Cold Specks - Neuroplasticity

Too cold and distancing to be able to connect to.

Rating:

There’s a sense of unease that runs thick through the majority of Cold Specks’ second offering, the aptly named ‘Neuroplasticity’. From the moment the freeform trumpets weave all over opener ‘A Broken Memory’ and reappear in the tail end of ‘Old Knives’, there is a sense of foreboding that proves hard to shift. This is most definitely a winter album.

It’s as if Al Spx found the volume button and decided that this would, in their own way, be their opus of noise. Where once her haunting vocals dominated proceedings, the team of musicians around her have also taken a step forward sonically, most noticeably with the pummelling drums of ‘Bodies at Bay’ and ‘A Quiet Chill’.

Perhaps it’s the frequent pace changes, or a desire to move on from her brand of classy indie soul, but you can’t help but feel that this streak of experimentation has come at the cost of the intimacy so lovingly crafted in debut ‘I Predict A Graceful Expulsion’. The sacrifice never quite pays off, as the album is at its strongest with songs that tread the more familiar path of their first album. ‘Old Knives’ and the doom laden epic of ‘Exit Plan’ manage to rekindle some of that delicate balance of gut-wrenching catharsis and warmth that made that first outing such an entrancing listen.

Vocally, Spx’s vocals are as strong as ever, hinting at life experiences that belie her twenty something age. Yet all too often her contribution is undone by uncharacteristic walls of reverb and noise that sit uncomfortably around her soulful voice, none more so than on the disorientating ‘Absisto’. As an album it’s guilty of being simply too cold and distancing to be able to connect to.

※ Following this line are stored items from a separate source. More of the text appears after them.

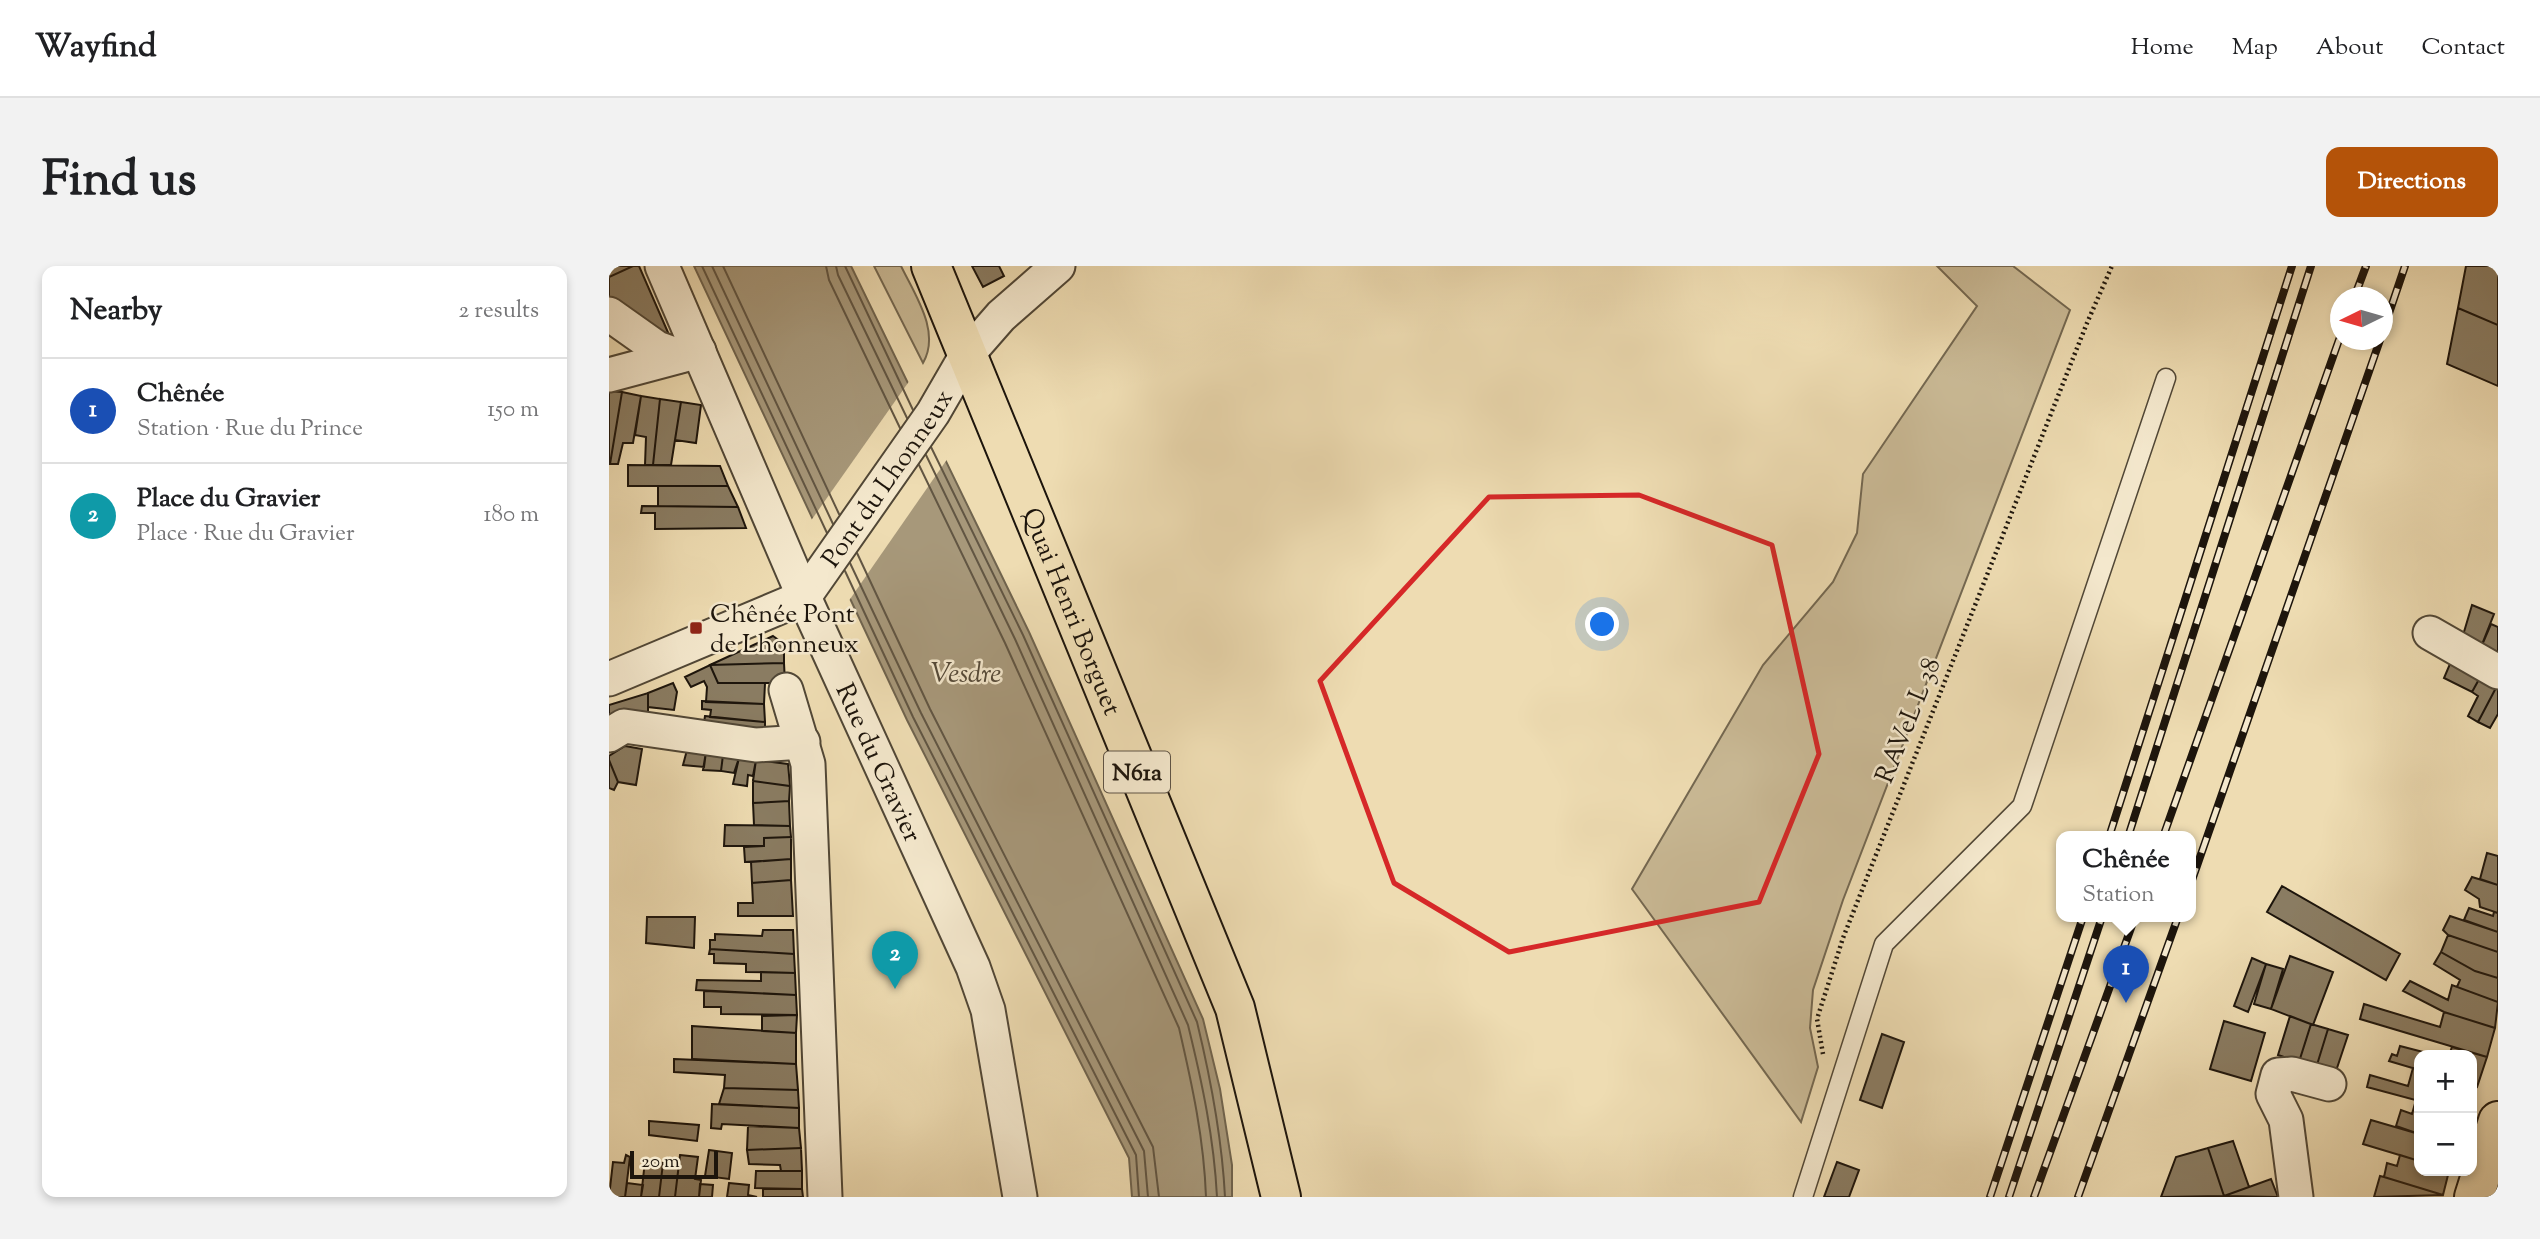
<!DOCTYPE html>
<meta charset="utf-8">
<style>
:root{--surface:#fff;--page:#f2f2f2;--text:#202124;--muted:#757577;--line:#e0e0e0;--accent:#b45309}
body{margin:0;font-family:"Sorts Mill Goudy",serif;background:var(--page);color:var(--text)}
.controls{position:absolute;right:21px;bottom:21px;display:grid;overflow:hidden;border-radius:14px;box-shadow:0 4px 10px #0003}
.controls button{width:63px;height:63px;display:grid;place-items:center;padding:0;border:0;border-bottom:2px solid var(--line);background:var(--surface);color:var(--text);font:35px sans-serif}
.compass{position:absolute;left:1721px;top:21px;width:63px;height:63px;border-radius:50%;background:var(--surface);box-shadow:0 4px 10px #0003;rotate:265deg}
.scale{position:absolute;left:21px;bottom:18px;width:88px;box-sizing:border-box;padding-left:7px;border:4px solid #1d150c;border-top:0;font-size:19px;line-height:24px;white-space:nowrap;color:#1d150c;-webkit-text-stroke:5px #f4e8cd;paint-order:stroke}
.you{position:absolute;left:994px;top:359px;width:24px;height:24px;margin:-18px;border:5px solid #fff;border-radius:50%;background:#1a73e8;box-shadow:0 0 0 10px #1a73e833}
.badge{display:grid;place-items:center;width:46px;height:46px;border-radius:50%;background:var(--accent);color:#fff;font-size:23px;font-weight:700}
.pin{position:absolute;translate:-50% -58px;filter:drop-shadow(0 2px 4px #0008)}
.pin::after{content:'';position:absolute;top:37px;width:24px;height:21px;background:inherit;clip-path:polygon(0 0,100% 0,50% 100%)}
.popup{position:absolute;left:1447px;top:565px;width:140px;height:91px;box-sizing:border-box;display:grid;place-content:center;border-radius:14px;background:var(--surface);filter:drop-shadow(0 2px 5px #0005);font-size:23px;white-space:nowrap;color:var(--muted)}
.popup b{font-size:26px;color:var(--text)}
.popup::after{content:'';position:absolute;left:50%;top:100%;margin-left:-14px;border:14px solid transparent;border-top-color:var(--surface)}
.list{margin:0;padding:0;list-style:none}
h2{display:flex;justify-content:space-between;align-items:center;height:91px;margin:0;padding:0 28px;font-size:30px}
h2 small{font-size:23px;font-weight:400;color:var(--muted)}
.list li{display:grid;grid-template-columns:46px 1fr auto;gap:21px;align-items:center;box-sizing:border-box;height:105px;padding:0 28px;border-top:2px solid var(--line)}
.list b{display:block;font-size:26px;white-space:nowrap}
.list p{margin:0;font-size:23px;white-space:nowrap;color:var(--muted)}
.list em{font-size:23px;font-style:normal;color:var(--muted)}
.map{position:relative;flex:none;width:1889px;height:931px;overflow:hidden;border-radius:14px}
header{display:flex;align-items:center;gap:42px;box-sizing:border-box;height:98px;padding:0 35px;background:var(--surface);border-bottom:2px solid var(--line)}
header strong{font-size:33px}
nav{display:flex;gap:38px;margin-inline-start:auto;font-size:24px}
.intro{display:flex;align-items:center;justify-content:space-between;box-sizing:border-box;height:168px;padding:0 42px}
h1{margin:0;font-size:49px}
.button{padding:18px 32px;border-radius:14px;background:var(--accent);color:#fff;font-size:24px;font-weight:700}
main{display:flex;gap:42px;padding:0 42px}
aside{flex:1;background:var(--surface);border-radius:14px;box-shadow:0 4px 10px #0003}
.map>svg:first-child{display:block}
</style>
<header>
<strong>Wayfind</strong>
<nav><a>Home</a><a>Map</a><a>About</a><a>Contact</a></nav>
</header>
<div class="intro"><h1>Find us</h1><a class="button">Directions</a></div>
<main>
<aside>
<h2>Nearby<small>2 results</small></h2>
<ul class="list">
<li><span class="badge" style="background:#1a4fb4">1</span><div><b>Chênée</b><p>Station · Rue du Prince</p></div><em>150 m</em></li>
<li><span class="badge" style="background:#0f9aa8">2</span><div><b>Place du Gravier</b><p>Place · Rue du Gravier</p></div><em>180 m</em></li>
</ul>
</aside>
<div class="map">
<svg width="1889" height="931" viewBox="0 0 1889 931">
<rect width="100%" height="100%" fill="#eedcb2"/>
<filter id="stains"><feTurbulence type="fractalNoise" baseFrequency=".00286" numOctaves="4"/><feColorMatrix values="0 0 0 0 .2 0 0 0 0 .09 0 0 0 0 .02 0 0 0 .5 -.17"/></filter>
<radialGradient id="worn" r=".72"><stop offset=".6" stop-color="#630" stop-opacity="0"/><stop offset="1" stop-color="#630" stop-opacity=".3"/></radialGradient>
<path fill="#caba96" stroke="#746851" stroke-width="2" d="M 265,0 L 292,0 C 306,29 332,66 314,97 Z
M 1328,0 L 1404,0 L 1461,44 L 1234,634 L 1204,724 L 1201,762 L 1209,801 L 1192,856 L 1023,623 L 1154,399 L 1224,316 L 1248,267 L 1254,208 L 1368,40 Z"/>
<path fill="#a7987a" stroke="#70644e" stroke-width="2" d="M 85,0 L 242,0 L 420,366 L 594,753 L 611,823 L 623,899 L 623,931 L 523,931 L 520,892 L 298,454 Z"/>
<path fill="#eedcb2" d="M 301,114 L 339,192 L 239,336 L 201,256 Z"/>
<g fill="none" stroke-linecap="round" stroke-linejoin="round">
<path stroke="#625643" stroke-width="2" d="M 93,0 L 218,267
M 103,0 L 224,258
M 114,0 L 230,248
M 217,0 L 220,14 L 291,162
M 227,0 L 229,9 L 298,152
M 236,0 L 304,144
M 322,181 L 414,369 L 588,756 C 602,814 613,871 616,931
M 317,189 L 406,373 L 579,759 C 593,816 605,872 608,931
M 310,199 L 396,377 L 570,762 C 583,818 595,873 597,931
M 248,287 L 321,443 L 544,881 L 550,931
M 241,297 L 312,447 L 535,885 L 539,931
M 236,305 L 304,451 L 527,889 L 530,931"/>
</g>
<path fill="#8a7c62" stroke="#1d150c" stroke-width="2" d="M 0,0 L 24,0 L 0,11 Z
M 24,0 L 30,0 L 61,71 L 0,38 L 0,11 Z
M 363,0 L 390,0 L 395,10 L 374,21 Z
M 1857,0 L 1889,0 L 1889,59 L 1849,42 Z
M 1849,42 L 1889,59 L 1889,120 L 1838,98 Z
M 0,125 L 13,126 L 1,198 L 0,198 Z
M 13,126 L 32,130 L 24,177 L 14,177 L 9,198 L 1,198 Z
M 32,130 L 51,133 L 44,199 L 36,199 L 37,171 L 26,169 Z
M 51,133 L 72,136 L 62,199 L 44,199 Z
M 72,136 L 92,139 L 87,177 L 66,174 Z
M 19,199 L 111,200 L 119,220 L 19,220 Z
M 49,220 L 119,220 L 129,241 L 49,240 Z
M 33,240 L 129,241 L 137,262 L 46,263 L 46,247 L 32,247 Z
M 1863,339 L 1885,348 L 1870,386 L 1852,376 Z
M 1882,358 L 1889,361 L 1889,395 L 1870,386 Z
M 164,370 L 175,378 L 175,397 L 101,399 Z
M 1846,386 L 1873,408 L 1863,426 L 1835,412 Z
M 175,397 L 176,417 L 109,417 L 101,399 Z
M 101,399 L 109,417 L 156,417 L 155,438 L 97,436 L 98,421 L 95,415 L 82,421 L 76,411 Z
M 1873,408 L 1889,418 L 1869,456 L 1859,450 L 1869,430 L 1863,426 Z
M 64,417 L 68,426 L 65,444 L 39,441 L 39,427 Z
M 1889,418 L 1889,448 L 1881,462 L 1869,456 Z
M 39,427 L 39,446 L 0,451 L 0,439 Z
M 93,435 L 155,438 L 156,456 L 101,451 L 102,444 L 93,443 Z
M 96,450 L 156,456 L 156,473 L 94,463 Z
M 16,480 L 33,483 L 27,519 L 9,516 L 0,494 L 0,490 Z
M 78,484 L 97,486 L 95,501 L 74,499 Z
M 97,486 L 114,489 L 112,505 L 94,504 Z
M 114,489 L 130,492 L 125,507 L 112,505 Z
M 130,492 L 147,494 L 144,510 L 139,509 L 138,520 L 124,518 Z
M 0,494 L 9,516 L 5,524 L 0,522 Z
M 147,494 L 179,498 L 181,520 L 144,515 Z
M 144,515 L 181,520 L 180,535 L 144,537 Z
M 180,535 L 181,560 L 145,559 L 144,537 Z
M 116,559 L 181,560 L 182,571 L 155,572 L 155,580 L 115,580 Z
M 182,571 L 182,593 L 136,596 L 135,581 L 155,580 L 155,572 Z
M 1878,587 L 1889,590 L 1889,619 L 1871,613 Z
M 182,593 L 182,614 L 143,617 L 142,596 Z
M 1863,611 L 1889,619 L 1889,647 L 1871,641 L 1870,633 L 1856,624 Z
M 182,614 L 184,650 L 129,650 L 129,637 L 144,637 L 143,617 Z
M 1673,620 L 1791,688 L 1777,714 L 1658,646 Z
M 1860,642 L 1884,650 L 1885,646 L 1889,647 L 1889,666 L 1855,654 Z
M 1841,650 L 1889,666 L 1889,686 L 1839,669 L 1834,664 Z
M 38,651 L 86,651 L 85,682 L 37,677 Z
M 154,664 L 184,664 L 185,688 L 101,683 L 101,674 L 106,674 L 106,668 L 153,670 Z
M 1839,669 L 1889,686 L 1889,712 L 1866,705 L 1832,686 Z
M 101,683 L 185,688 L 186,707 L 137,706 L 137,698 L 105,697 L 105,688 L 100,688 Z
M 1832,686 L 1866,705 L 1889,712 L 1889,736 L 1848,721 L 1851,714 L 1825,698 Z
M 1681,690 L 1724,706 L 1704,759 L 1662,743 Z
M 1643,692 L 1657,698 L 1639,746 L 1625,740 Z
M 1657,698 L 1674,703 L 1662,743 L 1645,738 Z
M 152,706 L 186,707 L 187,729 L 87,724 L 88,714 L 152,715 Z
M 1801,715 L 1839,734 L 1843,719 L 1889,736 L 1886,762 L 1835,746 L 1794,725 Z
M 95,725 L 187,729 L 188,749 L 112,748 L 112,741 L 95,741 Z
M 1755,738 L 1831,761 L 1835,746 L 1886,762 L 1878,791 L 1751,753 Z
M 188,749 L 187,767 L 153,765 L 153,750 Z
M 1681,750 L 1702,758 L 1690,796 L 1669,789 Z
M 1615,755 L 1656,767 L 1642,815 L 1601,803 Z
M 1702,758 L 1719,763 L 1707,802 L 1690,796 Z
M 83,760 L 187,767 L 187,798 L 83,793 Z
M 1719,763 L 1739,769 L 1726,808 L 1707,802 Z
M 1273,768 L 1295,776 L 1273,842 L 1251,834 Z
M 1791,780 L 1818,787 L 1825,789 L 1810,789 L 1810,804 L 1780,795 L 1783,788 L 1788,790 Z
M 1843,781 L 1878,791 L 1868,821 L 1863,820 L 1863,789 L 1840,789 Z
M 65,793 L 187,798 L 189,824 L 115,822 L 116,809 L 65,806 Z
M 1804,802 L 1810,804 L 1810,835 L 1758,821 L 1761,809 L 1799,820 Z
M 115,822 L 189,824 L 190,842 L 110,838 Z
M 1807,834 L 1810,835 L 1810,868 L 1787,860 L 1792,844 L 1803,848 Z
M 103,838 L 190,842 L 190,862 L 113,858 L 112,863 L 102,862 Z
M 1762,854 L 1810,868 L 1810,895 L 1754,878 Z
M 40,855 L 90,859 L 88,875 L 40,869 Z
M 139,860 L 190,862 L 192,882 L 138,884 Z
M 1624,875 L 1640,921 L 1615,930 L 1599,882 Z
M 192,882 L 193,905 L 172,905 L 171,899 L 140,898 L 138,884 Z
M 1599,882 L 1615,930 L 1552,931 L 1567,891 Z
M 100,884 L 123,887 L 120,913 L 96,910 Z
M 17,889 L 21,891 L 16,931 L 0,931 L 4,896 L 15,897 Z
M 71,889 L 89,891 L 86,913 L 92,914 L 90,931 L 66,931 Z
M 1791,889 L 1810,895 L 1810,905 L 1840,905 L 1834,929 L 1775,911 L 1778,897 L 1788,900 Z
M 36,895 L 54,897 L 50,931 L 32,931 Z
M 1228,896 L 1250,904 L 1240,931 L 1215,931 Z
M 54,897 L 70,898 L 66,931 L 50,931 Z
M 147,905 L 193,905 L 193,923 L 146,922 Z
M 1771,910 L 1775,911 L 1834,929 L 1765,931 Z
M 1662,913 L 1669,931 L 1615,930 L 1640,921 Z
M 18,917 L 34,919 L 32,931 L 16,931 Z
M 120,917 L 140,919 L 139,929 L 148,931 L 118,931 Z
M 91,918 L 104,919 L 103,931 L 90,931 Z
M 154,923 L 193,923 L 194,931 L 154,931 Z"/>
<g fill="none" stroke-linecap="round" stroke-linejoin="round">
<g stroke="#514736" stroke-width="21">
<path id="lane" d="M 1194,931 L 1275,678 L 1413,540 L 1557,112"/>
</g>
<g stroke="#514736" stroke-width="37">
<g id="street">
<path id="s1" d="M 53,0 L 195,331 L 364,701 L 379,744 L 411,931"/>
<path d="M 0,48 L 48,82 L 70,90"/>
<path d="M 0,109 L 90,85"/>
<path id="s2" d="M 195,331 L 324,147 L 357,90 L 392,50 L 449,0"/>
<path d="M 1821,367 L 1889,406"/>
<path d="M 0,413 L 195,331"/>
<path d="M 177,424 L 199,498 L 216,931"/>
<path d="M 0,469 L 15,460 L 147,479 L 194,476"/>
<path d="M 1687,931 L 1677,854 L 1664,828 L 1669,809 L 1683,808 L 1720,818"/>
</g>
</g>
<g stroke="#1d150c" stroke-width="42">
<g id="primary">
<path id="s3" d="M 322,0 L 626,742 L 672,931"/>
<path d="M 1865,931 L 1889,855"/>
</g>
</g>
<path stroke="#1d150c" stroke-width="4.5" stroke-dasharray="2 3.5" stroke-linecap="butt" d="M 1214,788 L 1208,753 L 1234,672 L 1478,57 L 1503,0"/>
<use href="#lane" stroke="#f4e8cd" stroke-width="18"/>
<use href="#street" stroke="#f4e8cd" stroke-width="33"/>
<use href="#primary" stroke="#eedcb2" stroke-width="38"/>
<g stroke="#1d150c" stroke-width="8">
<path id="rail" d="M 1745,32 L 1757,0
M 1773,68 L 1796,0
M 1500,571 L 1683,0
M 1519,571 L 1702,0
M 1554,571 L 1731,71
M 1582,617 L 1771,74
M 1381,931 L 1474,651
M 1400,931 L 1493,651
M 1425,931 L 1526,651
M 1469,931 L 1569,651"/>
</g>
<use href="#rail" stroke="#f4e8cd" stroke-width="5" stroke-dasharray="16" stroke-linecap="butt"/>
</g>
<path fill="none" stroke="#d62828" stroke-width="5" stroke-linejoin="round" d="M 1030,229 L 1163,279 L 1210,488 L 1150,636 L 900,686 L 785,617 L 711,415 L 880,231 Z"/>
<rect fill="#8f2418" stroke="#f4e8cd" stroke-width="2.5" x="80" y="355" width="14" height="14" rx="3.5"/>
<g text-anchor="middle" stroke-width="5" stroke-linejoin="round" paint-order="stroke">
<rect fill="#f4e8cd" stroke="#5e5446" stroke-width="2" x="495" y="485.5" width="66" height="41" rx="5"/>
<g font-size="24" font-weight="bold" fill="#1d150c">
<text x="528" y="514">N61a</text>
</g>
<g font-size="26" fill="#1d150c" stroke="#f4e8cd">
<text dy="9" stroke="none"><textPath href="#s2" startOffset="145">Pont du Lhonneux</textPath></text>
<text dy="9" stroke="none"><textPath href="#s3" startOffset="373">Quai Henri Borguet</textPath></text>
<text transform="translate(1298 454) rotate(-68)" y="9">RAVeL L 38</text>
<text dy="9" stroke="none"><textPath href="#s1" startOffset="542">Rue du Gravier</textPath></text>
</g>
<g font-size="26" fill="#1d150c" stroke="#f4e8cd" text-anchor="start">
<text x="101" y="356">Chênée Pont<tspan x="101" dy="30">de Lhonneux</tspan></text>
</g>
<g font-size="28" font-style="italic" fill="#544938" stroke="#f4e8cd">
<text x="357" y="416">Vesdre</text>
</g>
</g>
<rect width="100%" height="100%" filter="url(#stains)"/>
<rect width="100%" height="100%" fill="url(#worn)"/>
</svg>
<div class="controls">
<button>+</button>
<button>−</button>
</div>
<svg class="compass" viewBox="-18 -18 36 36"><path d="M0-13l5 13h-10z" fill="#e53935"/><path d="M0 13l5-13h-10z" fill="#757577"/></svg>
<div class="scale">20 m</div>
<div class="you"></div>
<div class="pin badge" style="left:1517px;top:737px;background:#1a4fb4">1</div>
<div class="popup"><b>Chênée</b>Station</div>
<div class="pin badge" style="left:286px;top:723px;background:#0f9aa8">2</div>
</div>
</main>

The striking ‘Season of Doubt’ however proves a lot of what could have been. It’s near spoken word format, “And we move like wolves, in the bleak night, we dance likes ghost, deprived of flight…” repeated over and over is the rare occasion where this rawer, less polished version of Cold Specks truly shines. Essentially just Spx’s voice, it is a powerful statement to end the album, one which sadly feels somewhat underwhelming when taken as a whole.